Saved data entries
════════════════

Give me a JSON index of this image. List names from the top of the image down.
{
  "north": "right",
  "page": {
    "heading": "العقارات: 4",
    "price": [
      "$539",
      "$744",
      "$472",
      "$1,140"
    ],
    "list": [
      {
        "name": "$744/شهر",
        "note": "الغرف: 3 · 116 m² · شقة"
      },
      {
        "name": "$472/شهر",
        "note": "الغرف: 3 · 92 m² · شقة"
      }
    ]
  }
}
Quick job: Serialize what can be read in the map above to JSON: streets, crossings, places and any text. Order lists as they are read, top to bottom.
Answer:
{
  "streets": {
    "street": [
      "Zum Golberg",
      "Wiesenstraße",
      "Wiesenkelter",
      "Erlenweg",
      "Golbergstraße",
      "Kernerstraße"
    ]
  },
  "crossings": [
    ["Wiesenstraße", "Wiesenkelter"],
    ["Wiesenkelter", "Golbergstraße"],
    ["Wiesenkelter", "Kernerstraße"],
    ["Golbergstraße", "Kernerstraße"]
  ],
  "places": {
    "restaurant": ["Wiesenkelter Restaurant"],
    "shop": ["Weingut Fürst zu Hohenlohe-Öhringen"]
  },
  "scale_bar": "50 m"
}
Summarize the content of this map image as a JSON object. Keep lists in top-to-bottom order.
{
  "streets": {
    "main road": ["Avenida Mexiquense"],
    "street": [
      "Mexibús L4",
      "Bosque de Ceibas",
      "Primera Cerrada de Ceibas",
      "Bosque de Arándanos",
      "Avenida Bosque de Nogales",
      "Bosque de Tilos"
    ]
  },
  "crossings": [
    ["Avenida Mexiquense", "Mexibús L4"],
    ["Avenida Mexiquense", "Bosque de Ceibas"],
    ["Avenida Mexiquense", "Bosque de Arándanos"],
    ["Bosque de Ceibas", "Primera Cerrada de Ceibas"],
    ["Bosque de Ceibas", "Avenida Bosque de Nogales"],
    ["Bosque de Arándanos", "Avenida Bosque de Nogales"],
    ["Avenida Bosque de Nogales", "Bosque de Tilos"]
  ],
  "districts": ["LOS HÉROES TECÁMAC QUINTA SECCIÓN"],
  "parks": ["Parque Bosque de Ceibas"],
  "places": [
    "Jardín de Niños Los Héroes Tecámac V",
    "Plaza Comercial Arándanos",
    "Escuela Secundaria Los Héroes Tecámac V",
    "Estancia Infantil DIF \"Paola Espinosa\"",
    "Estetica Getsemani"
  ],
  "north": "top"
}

════════════════

--- Instructions for the task ---
The line with "Quick job: Serialize" and all lines after it through the end of the data above: write these out exactly and add nothing.

--- Written answer ---
Quick job: Serialize what can be read in the map above to JSON: streets, crossings, places and any text. Order lists as they are read, top to bottom.
Answer:
{
  "streets": {
    "street": [
      "Zum Golberg",
      "Wiesenstraße",
      "Wiesenkelter",
      "Erlenweg",
      "Golbergstraße",
      "Kernerstraße"
    ]
  },
  "crossings": [
    ["Wiesenstraße", "Wiesenkelter"],
    ["Wiesenkelter", "Golbergstraße"],
    ["Wiesenkelter", "Kernerstraße"],
    ["Golbergstraße", "Kernerstraße"]
  ],
  "places": {
    "restaurant": ["Wiesenkelter Restaurant"],
    "shop": ["Weingut Fürst zu Hohenlohe-Öhringen"]
  },
  "scale_bar": "50 m"
}
Summarize the content of this map image as a JSON object. Keep lists in top-to-bottom order.
{
  "streets": {
    "main road": ["Avenida Mexiquense"],
    "street": [
      "Mexibús L4",
      "Bosque de Ceibas",
      "Primera Cerrada de Ceibas",
      "Bosque de Arándanos",
      "Avenida Bosque de Nogales",
      "Bosque de Tilos"
    ]
  },
  "crossings": [
    ["Avenida Mexiquense", "Mexibús L4"],
    ["Avenida Mexiquense", "Bosque de Ceibas"],
    ["Avenida Mexiquense", "Bosque de Arándanos"],
    ["Bosque de Ceibas", "Primera Cerrada de Ceibas"],
    ["Bosque de Ceibas", "Avenida Bosque de Nogales"],
    ["Bosque de Arándanos", "Avenida Bosque de Nogales"],
    ["Avenida Bosque de Nogales", "Bosque de Tilos"]
  ],
  "districts": ["LOS HÉROES TECÁMAC QUINTA SECCIÓN"],
  "parks": ["Parque Bosque de Ceibas"],
  "places": [
    "Jardín de Niños Los Héroes Tecámac V",
    "Plaza Comercial Arándanos",
    "Escuela Secundaria Los Héroes Tecámac V",
    "Estancia Infantil DIF \"Paola Espinosa\"",
    "Estetica Getsemani"
  ],
  "north": "top"
}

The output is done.